-- PROMPT --
Lines holding the string "roads" are the ones to copy; find them all in the data.

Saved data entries
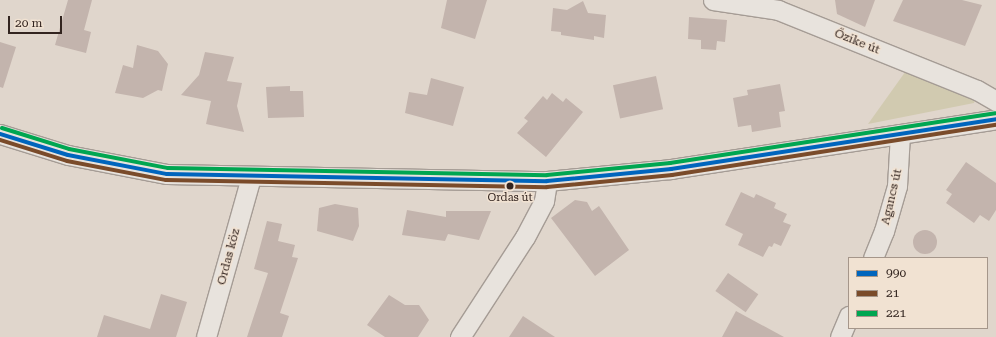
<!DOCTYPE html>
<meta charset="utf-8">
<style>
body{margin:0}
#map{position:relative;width:996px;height:337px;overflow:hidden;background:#e0d6cc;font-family:"Roboto Serif",serif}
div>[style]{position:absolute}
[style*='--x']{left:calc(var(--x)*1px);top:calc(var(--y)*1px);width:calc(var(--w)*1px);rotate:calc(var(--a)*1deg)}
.green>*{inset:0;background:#d1cab0}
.building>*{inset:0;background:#c3b4ad;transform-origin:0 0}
.round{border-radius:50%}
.roads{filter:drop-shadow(1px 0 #a59c95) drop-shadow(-1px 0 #a59c95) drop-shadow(0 1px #a59c95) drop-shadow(0 -1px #a59c95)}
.minor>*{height:19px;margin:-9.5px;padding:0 9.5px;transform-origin:9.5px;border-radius:9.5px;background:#e8e3dd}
.bus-1>*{height:4px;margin:-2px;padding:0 2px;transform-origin:2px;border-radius:2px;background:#0065bd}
.bus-2>*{height:4px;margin:-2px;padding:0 2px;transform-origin:2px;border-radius:2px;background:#7a4b2a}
.bus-3>*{height:4px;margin:-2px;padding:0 2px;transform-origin:2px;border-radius:2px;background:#00a651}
.dots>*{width:11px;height:11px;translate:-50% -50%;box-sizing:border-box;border:2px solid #f1e2d2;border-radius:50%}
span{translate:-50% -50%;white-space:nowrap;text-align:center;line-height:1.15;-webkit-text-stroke:3px #f1e2d2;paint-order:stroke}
.bus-label{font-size:11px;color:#32241f}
.street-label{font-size:12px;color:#32241f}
.legend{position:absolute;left:848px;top:257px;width:140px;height:72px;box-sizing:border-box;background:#f1e2d2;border:1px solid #a5968a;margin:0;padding:5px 7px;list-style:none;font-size:12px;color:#32241f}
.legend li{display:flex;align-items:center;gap:8px;height:20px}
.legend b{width:20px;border:1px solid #a5968a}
.scale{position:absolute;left:8px;top:16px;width:54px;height:18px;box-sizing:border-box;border:2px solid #32241f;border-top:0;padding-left:5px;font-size:12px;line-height:14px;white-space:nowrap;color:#32241f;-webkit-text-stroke:3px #f1e2d2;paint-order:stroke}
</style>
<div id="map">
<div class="green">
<i style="clip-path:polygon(908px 68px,976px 97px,974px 103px,868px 124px)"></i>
</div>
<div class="building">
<i style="clip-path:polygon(68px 0,92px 0,84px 30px,91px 32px,86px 53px,55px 45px)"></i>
<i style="clip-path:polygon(447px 0,487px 0,475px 39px,441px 28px)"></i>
<i style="clip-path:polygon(835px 0,875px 0,865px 27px,837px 14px)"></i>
<i style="clip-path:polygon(903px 0,962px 0,982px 5px,965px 46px,893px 21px)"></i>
<i style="clip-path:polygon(583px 1px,588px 13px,606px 15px,604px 38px,594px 36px,594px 40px,561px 35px,561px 32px,551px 31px,553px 8px,567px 10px)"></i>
<i style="clip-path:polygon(689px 17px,727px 20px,725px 42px,717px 41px,716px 50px,701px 49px,701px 40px,688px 39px)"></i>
<i style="clip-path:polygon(0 42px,16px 47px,3px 88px,0 87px)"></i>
<i style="clip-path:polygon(137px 45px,158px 51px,168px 64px,162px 91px,158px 90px,143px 98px,115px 93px,123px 65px,133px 68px)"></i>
<i style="clip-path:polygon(205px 52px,234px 57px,227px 81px,242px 83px,237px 106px,244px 132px,206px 124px,211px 101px,181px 95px,199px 75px)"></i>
<i style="left:656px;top:76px;width:34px;height:44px;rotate:78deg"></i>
<i style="clip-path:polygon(431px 78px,464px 87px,453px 126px,405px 113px,409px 92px,427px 95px)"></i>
<i style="clip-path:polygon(780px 84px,785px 111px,779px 112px,781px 127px,752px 132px,751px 125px,738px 127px,733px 98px,748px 95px,747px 90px)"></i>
<i style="clip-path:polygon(290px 86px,290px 91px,303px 91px,304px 117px,268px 118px,266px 87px)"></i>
<i style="clip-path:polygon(552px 93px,563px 102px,566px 98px,583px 112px,546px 157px,517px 133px,528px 121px,524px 118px,543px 96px,547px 100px)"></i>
<i style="clip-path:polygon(966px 162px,996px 183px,996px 210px,989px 221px,980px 215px,974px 223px,946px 203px,952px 194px,946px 190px)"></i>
<i style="clip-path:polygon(741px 192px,754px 198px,756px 194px,776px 203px,774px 208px,787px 214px,783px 222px,791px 225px,781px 246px,774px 243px,772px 247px,769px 246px,763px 257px,738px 245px,743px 234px,725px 225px)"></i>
<i style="clip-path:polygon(575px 200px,587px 202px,592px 211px,599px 206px,629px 250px,595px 276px,551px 218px)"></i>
<i style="clip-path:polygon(335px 204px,358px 208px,359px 226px,353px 241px,317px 231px,319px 208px)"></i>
<i style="clip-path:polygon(407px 210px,446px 217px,446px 211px,491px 211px,479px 240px,448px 234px,445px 241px,402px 235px)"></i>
<i style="clip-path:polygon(267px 221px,282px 224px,278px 241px,295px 245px,292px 257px,298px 258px,280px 313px,289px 316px,282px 337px,247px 337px,268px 273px,254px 269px)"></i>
<i class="round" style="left:913px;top:230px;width:24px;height:24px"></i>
<i style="left:728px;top:273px;width:37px;height:22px;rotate:35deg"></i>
<i style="clip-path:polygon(161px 294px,187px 302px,176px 337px,97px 337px,104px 315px,150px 329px)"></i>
<i style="clip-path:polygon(389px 295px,405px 305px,419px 305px,429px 320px,418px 337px,385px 337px,367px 325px)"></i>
<i style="clip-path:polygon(736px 311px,784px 337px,722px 337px)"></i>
<i style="clip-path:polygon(523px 316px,555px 337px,509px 337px)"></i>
</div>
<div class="roads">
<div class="minor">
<i style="--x:713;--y:0;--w:66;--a:8.7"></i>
<i style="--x:778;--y:10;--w:214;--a:21.9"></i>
<i style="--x:977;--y:90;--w:22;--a:30"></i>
<i style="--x:0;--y:134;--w:71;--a:17.2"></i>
<i style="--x:68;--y:155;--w:101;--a:10.9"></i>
<i style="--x:167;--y:174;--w:380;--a:1.1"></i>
<i style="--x:547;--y:181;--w:125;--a:-5.5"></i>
<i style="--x:671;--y:169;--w:329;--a:-8.7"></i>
<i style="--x:873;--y:258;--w:29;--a:-68"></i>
<i style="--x:884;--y:231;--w:47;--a:-73.9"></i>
<i style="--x:897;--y:186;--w:52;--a:-86.7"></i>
<i style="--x:206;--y:337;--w:166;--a:-74.3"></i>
<i style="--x:460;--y:337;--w:119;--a:-57"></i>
<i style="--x:525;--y:237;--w:41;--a:-62.2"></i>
<i style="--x:544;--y:201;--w:20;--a:-81"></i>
<i style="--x:840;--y:337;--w:23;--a:-67"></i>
</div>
</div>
<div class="bus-1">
<i style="--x:0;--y:134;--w:71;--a:17.2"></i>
<i style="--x:68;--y:155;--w:101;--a:10.9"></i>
<i style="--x:167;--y:174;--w:380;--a:1.1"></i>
<i style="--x:547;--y:181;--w:125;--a:-5.5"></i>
<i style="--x:671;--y:169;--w:329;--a:-8.7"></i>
</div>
<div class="bus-2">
<i style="--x:0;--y:140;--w:70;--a:17.4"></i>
<i style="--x:67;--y:161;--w:101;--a:10.9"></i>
<i style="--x:166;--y:180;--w:381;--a:1.1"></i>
<i style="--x:547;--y:187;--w:126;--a:-5.5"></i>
<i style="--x:672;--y:175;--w:328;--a:-8.8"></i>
</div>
<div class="bus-3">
<i style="--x:2;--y:128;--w:70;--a:17.4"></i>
<i style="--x:69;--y:149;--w:101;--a:10.9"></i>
<i style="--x:168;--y:168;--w:379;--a:1.1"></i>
<i style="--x:547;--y:175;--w:124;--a:-5.6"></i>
<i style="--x:670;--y:163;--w:329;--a:-8.7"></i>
</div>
<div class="dots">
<i style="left:510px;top:186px;background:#32241f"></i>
</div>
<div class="bus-label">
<span style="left:510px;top:198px">Ordas út</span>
</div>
<div class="street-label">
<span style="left:857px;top:42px;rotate:22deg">Őzike út</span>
<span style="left:892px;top:197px;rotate:-77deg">Agancs út</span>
<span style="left:229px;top:257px;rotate:-75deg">Ordas köz</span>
</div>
<ul class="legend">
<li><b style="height:5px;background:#0065bd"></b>990</li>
<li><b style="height:5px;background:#7a4b2a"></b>21</li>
<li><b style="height:5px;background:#00a651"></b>221</li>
</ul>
<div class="scale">20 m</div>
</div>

-- FINAL ANSWER --
.roads{filter:drop-shadow(1px 0 #a59c95) drop-shadow(-1px 0 #a59c95) drop-shadow(0 1px #a59c95) drop-shadow(0 -1px #a59c95)}
<div class="roads">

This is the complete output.